'Midnight Falcon' is the second book in David Gemmell's 'Rigante Series'. While the final two novels take place almost a thousand years after events in 'Sword in the Storm', 'Midnight Falcon' follows the first book much more closely, positioning it as more of a direct sequel.
This time around, the protagonist is not Connavar, but his bastard son Bane. Feeling slighted in his youth, he grows up to be a bitter young man, and is cast out of the Rigante tribe. He eventually makes his way to Stone, the Romanesque nation Connavar himself defeated at the close of the first book. Bane soon finds himself in the gladiatoral arena, fighting for fame, fortune, and life. This part of the novel is an interesting read, as it's full of details about gladiatoral combat and excellent descriptions of such fights. It's also full of colourful characters, such as the unfortunately named 'Rage', Bane's close friend and mentor.

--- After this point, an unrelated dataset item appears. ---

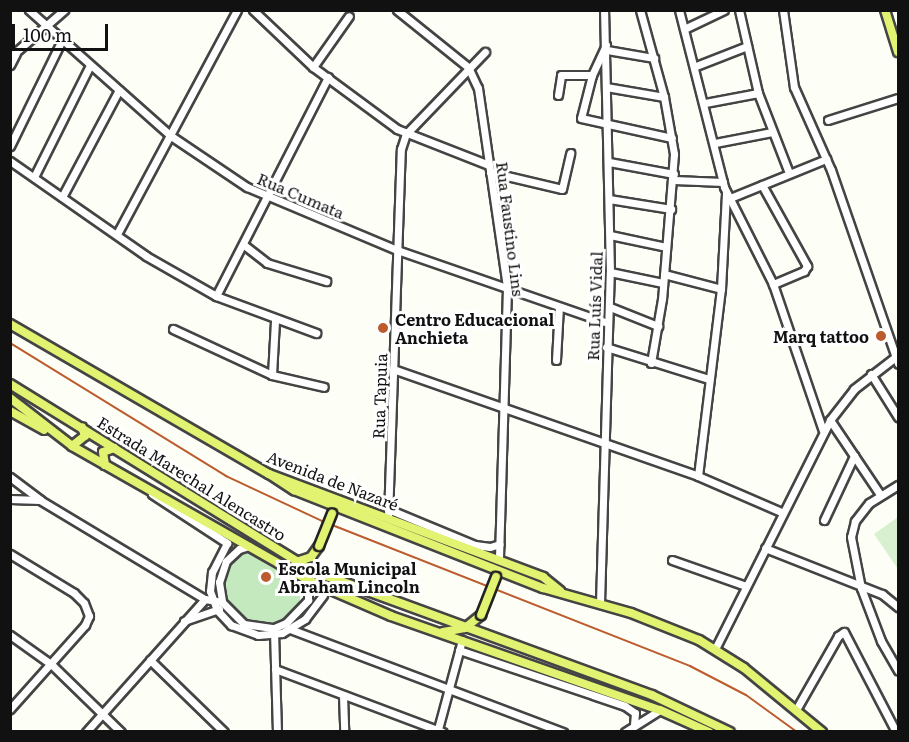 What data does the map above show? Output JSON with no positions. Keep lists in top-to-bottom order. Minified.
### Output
{"streets":{"main road":["Estrada Marechal Alencastro","Avenida de Nazaré"],"street":["Rua Cumata","Rua Faustino Lins","Rua Luís Vidal","Rua Tapuia"]},"crossings":[["Rua Cumata","Rua Faustino Lins"],["Rua Cumata","Rua Luís Vidal"],["Rua Cumata","Rua Tapuia"],["Rua Faustino Lins","Avenida de Nazaré"],["Rua Luís Vidal","Avenida de Nazaré"],["Rua Tapuia","Avenida de Nazaré"]],"places":["Centro Educacional Anchieta","Marq tattoo","Escola Municipal Abraham Lincoln"],"scale_bar":"100 m"}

As bane becomes a respected 'Name' - a renowned gladiator - his fame spreads far, to the capital of Stone and the attentions of the emperor Jasaray. Strung throughout this is Bane's blood feud with an arch nemesis, an enigmatic and mysterious tree-cult, and an exploration of his almost psychopathic love of violence.
Bane is never truly comfortable at Stone, and eventually heads towards the inevitable reconciliation with his heritage, and the people of the Rigante. Eventually, the threat of Stone will have to faced again, and Bane must decide if he will stand with the Rigante, or simply aside.

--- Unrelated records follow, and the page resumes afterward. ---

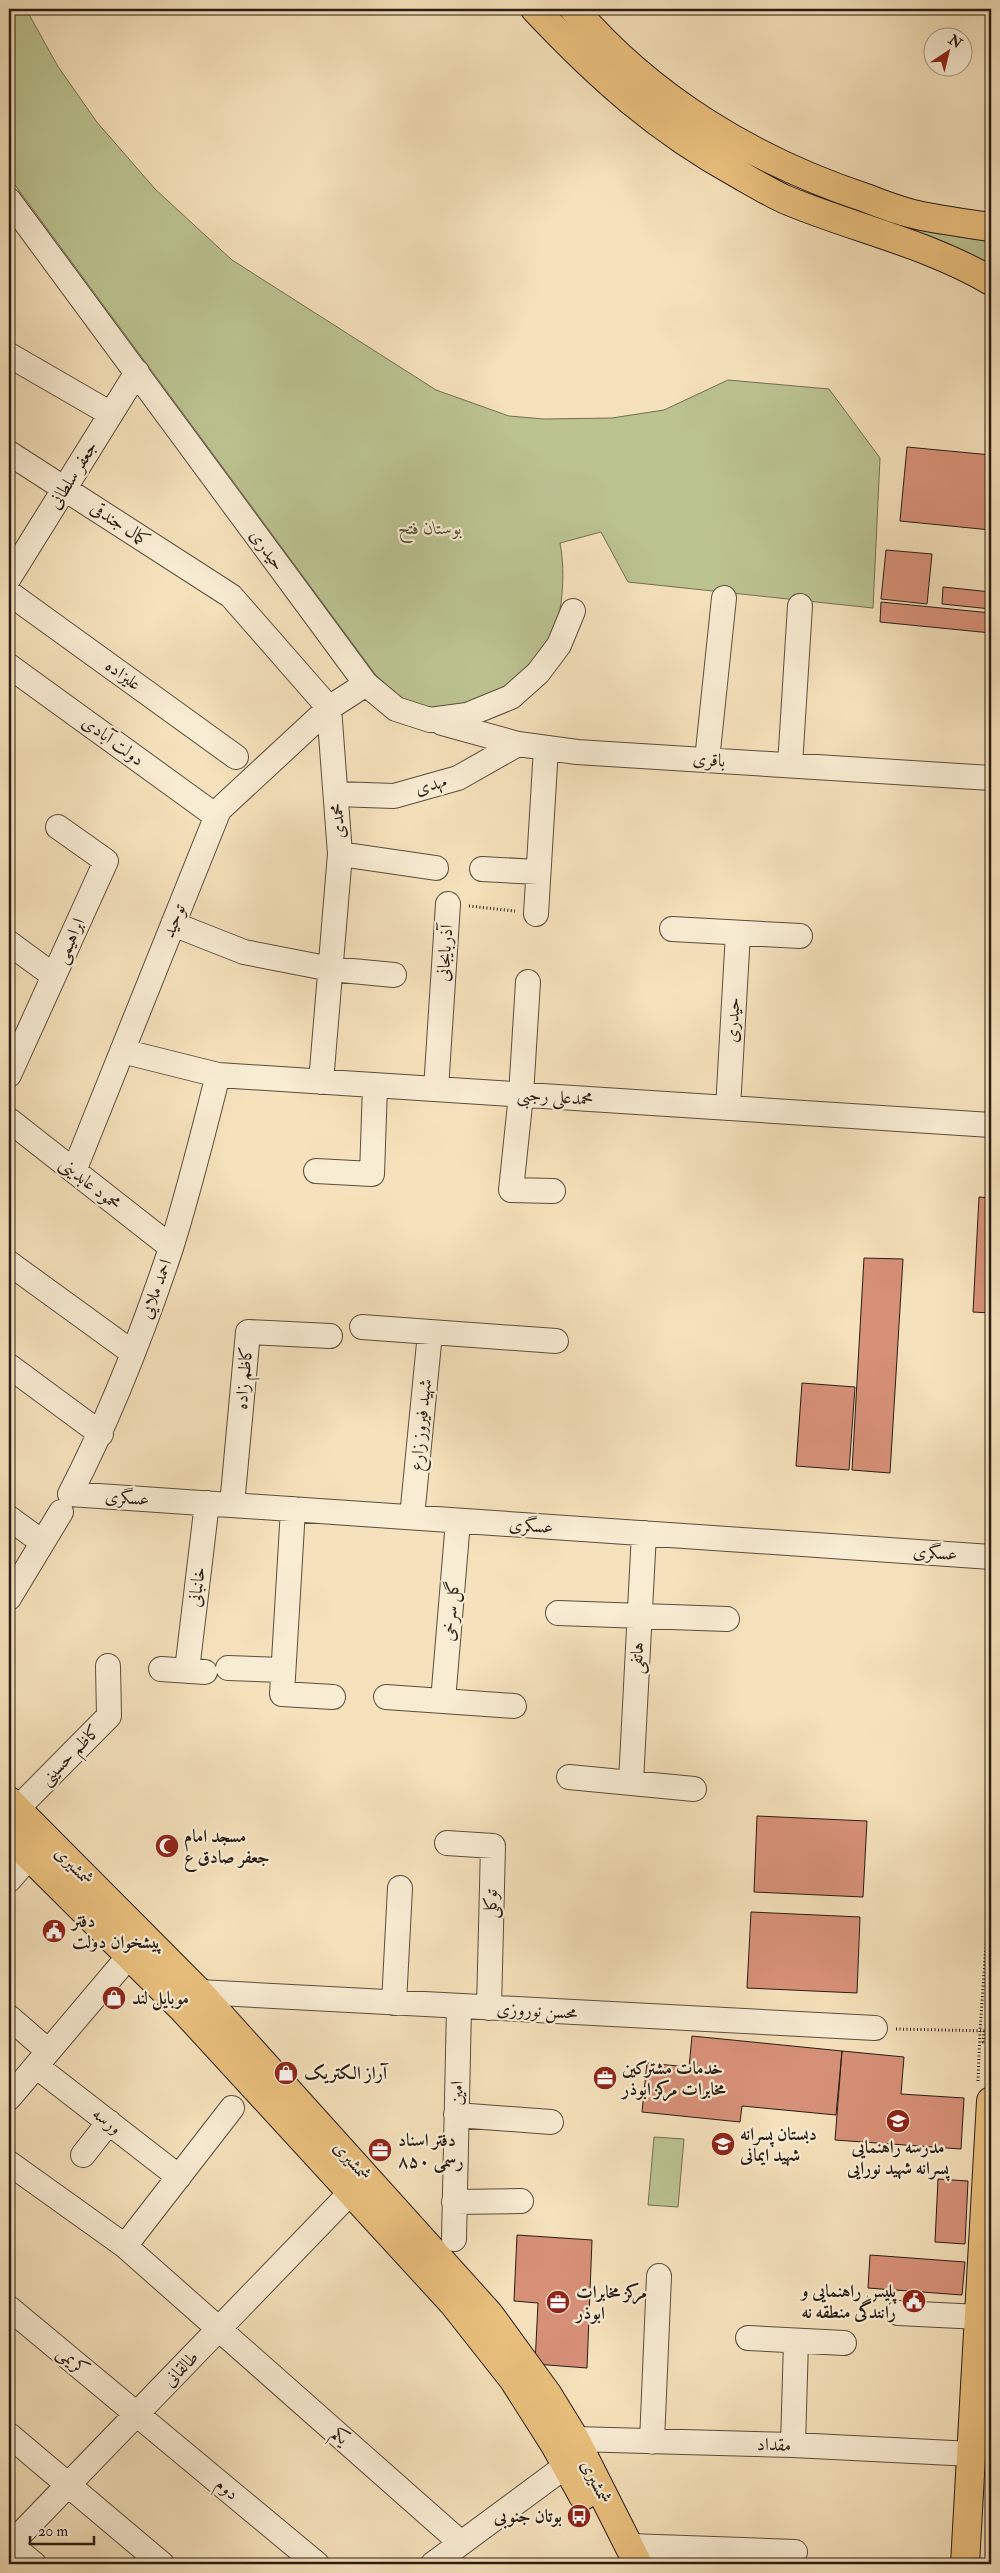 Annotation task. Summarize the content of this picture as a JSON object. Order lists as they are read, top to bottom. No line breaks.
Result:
{"streets":{"main road":["شمشیری"],"street":["جعفر سلطانی","کمال جندقی","حیدری","علیزاده","دولت آبادی","باقری","مهدی","محمدی","توحید","ابراهیمی","آذربایجانی","محمدعلی رجبی","محمود عابدینی","احمد ملایی","کاظم زاده","شهید فیروز زارع","عسگری","خانبانی","گل سرخی","هاتفی","کاظم حسینی","توکلی","محسن نوروزی","امین","ورسه","کریمی","طالقانی","یکم","مقداد","دوم"]},"crossings":[["جعفر سلطانی","کمال جندقی"],["جعفر سلطانی","حیدری"],["کمال جندقی","محمدی"],["کمال جندقی","توحید"],["حیدری","باقری"],["حیدری","توحید"],["حیدری","محمدعلی رجبی"],["دولت آبادی","توحید"],["باقری","مهدی"],["مهدی","محمدی"],["محمدی","توحید"],["محمدی","محمدعلی رجبی"],["توحید","محمدعلی رجبی"],["توحید","محمود عابدینی"],["آذربایجانی","محمدعلی رجبی"],["محمدعلی رجبی","احمد ملایی"],["محمود عابدینی","احمد ملایی"],["احمد ملایی","عسگری"],["کاظم زاده","عسگری"],["شهید فیروز زارع","عسگری"],["عسگری","خانبانی"],["عسگری","گل سرخی"],["عسگری","هاتفی"],["کاظم حسینی","شمشیری"],["شمشیری","محسن نوروزی"],["شمشیری","طالقانی"],["شمشیری","مقداد"],["توکلی","محسن نوروزی"],["محسن نوروزی","امین"],["کریمی","طالقانی"],["کریمی","دوم"],["طالقانی","یکم"],["طالقانی","دوم"]],"parks":["بوستان فتح"],"places":{"mosque":["مسجد امام جعفر صادق ع"],"public building":["دفتر پیشخوان دولت","پلیس راهنمایی و رانندگی منطقه نه"],"shop":["موبایل لند","آراز الکتریک"],"office":["خدمات مشترکین مخابرات مرکز ابوذر","دفتر اسناد رسمی ۸۵۰","مرکز مخابرات ابوذر"],"school or university":["مدرسه راهنمایی پسرانه شهید نورایی","دبستان پسرانه شهید ایمانی"],"bus stop":["بوتان جنوبی"]},"scale_bar":"20 m","north":"top right"} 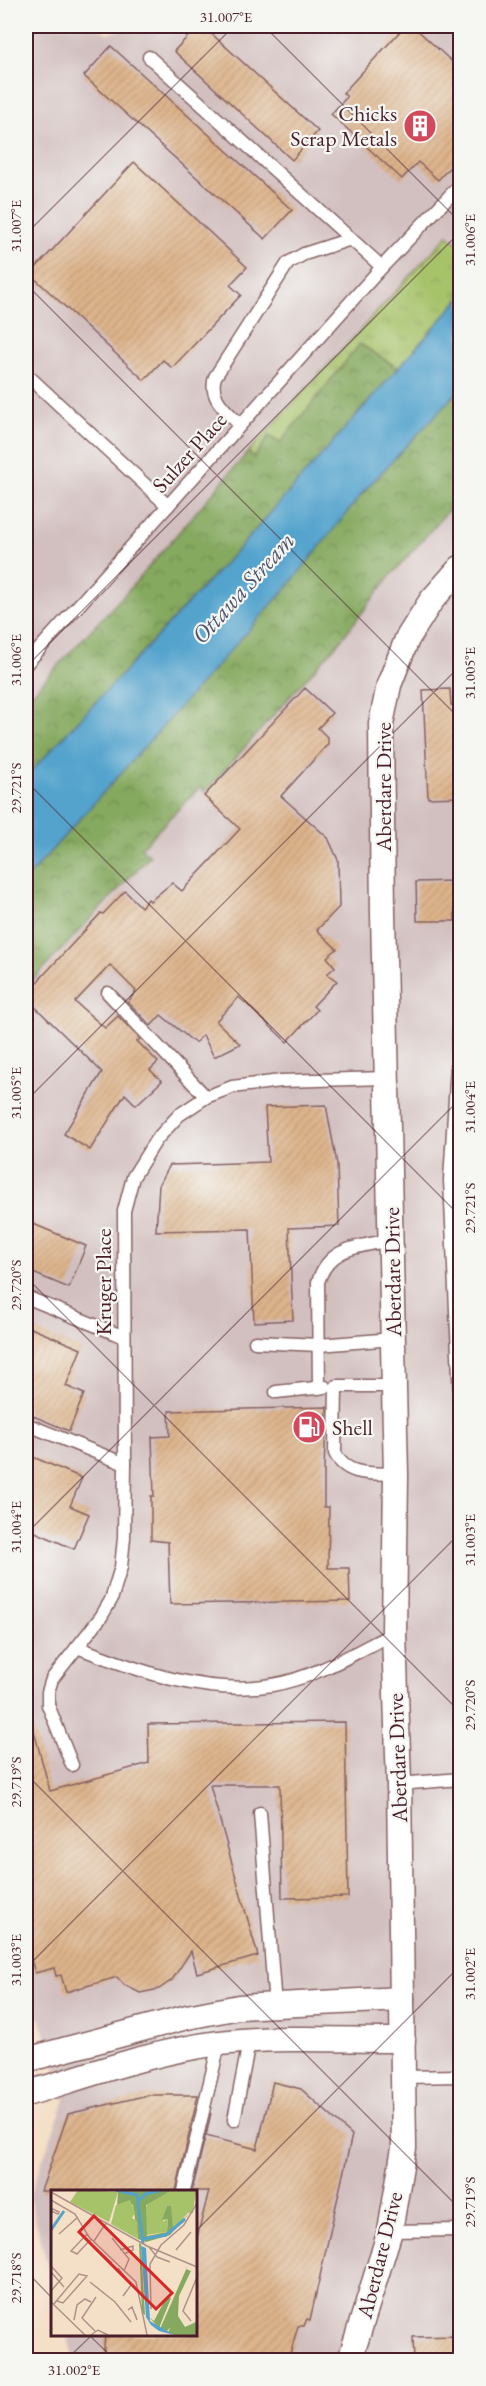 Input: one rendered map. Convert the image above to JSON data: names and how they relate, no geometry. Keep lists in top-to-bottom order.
{
  "streets": {
    "street": ["Aberdare Drive"],
    "lane": ["Sulzer Place", "Kruger Place"]
  },
  "crossings": [
    ["Aberdare Drive", "Kruger Place"]
  ],
  "water": ["Ottawa Stream"],
  "places": {
    "building": ["Chicks Scrap Metals"],
    "fuel station": ["Shell"]
  },
  "coordinates": [
    "31.007°E",
    "31.006°E",
    "31.005°E",
    "29.721°S",
    "31.004°E",
    "29.720°S",
    "31.003°E",
    "29.719°S",
    "31.002°E",
    "29.718°S"
  ]
}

Gemmell throws his usual cast of supporting characters into the mix, although as usual there's little to no development of them. They're prone to sudden and complete reversals in character, which can be be irritating at times.
It's disconcerting at first to have a sequel not follow the main character of the previous book. Connavar was an excellent character, and a fan favourite, but Gemmell handles the transition to Bane remarkably well. This change of focuse fits in with his tendency to leap many years in a single bound, and allows for a truly sweeping storyline.
True to form, 'Midnight Falcon' is peppered with the deaths of supporting characters, which is a refreshing change. It's nice to see an author willing to kill of some characters, instead of having a cast of thirty miraculously survive from beginning to end. As much as one may complain about flat characters, there's still a surprising twinge when one of them drops out of the story.
Heroic fantasy such as the 'Rigante Series' can't really be compared to 'High' fantasy, aka 'The Lord of the Rings', 'The Wheel of Time', and 'A Song of Ice and Fire'. The two sub-genres aim to accomplish different goals, and for it's part 'Midnight Falcon' performs remarkably well. It's nice to be able to sit down with a book without having to reread the previous entries in the series, and keep track of a myriad number of interweaving and often times confusing sub plots.
There's nothing subtle or complex about 'Midnight Falcon'. It aims to deliver a rip-roaring hack 'n' slash fantasy adventure, and does just that. Although it ties in wonderfully with 'Sword in the Storm', the book stands just as well on it's own. You don't have to read the first one to completely enjoy the second one. It's an excellent novel in it's own right.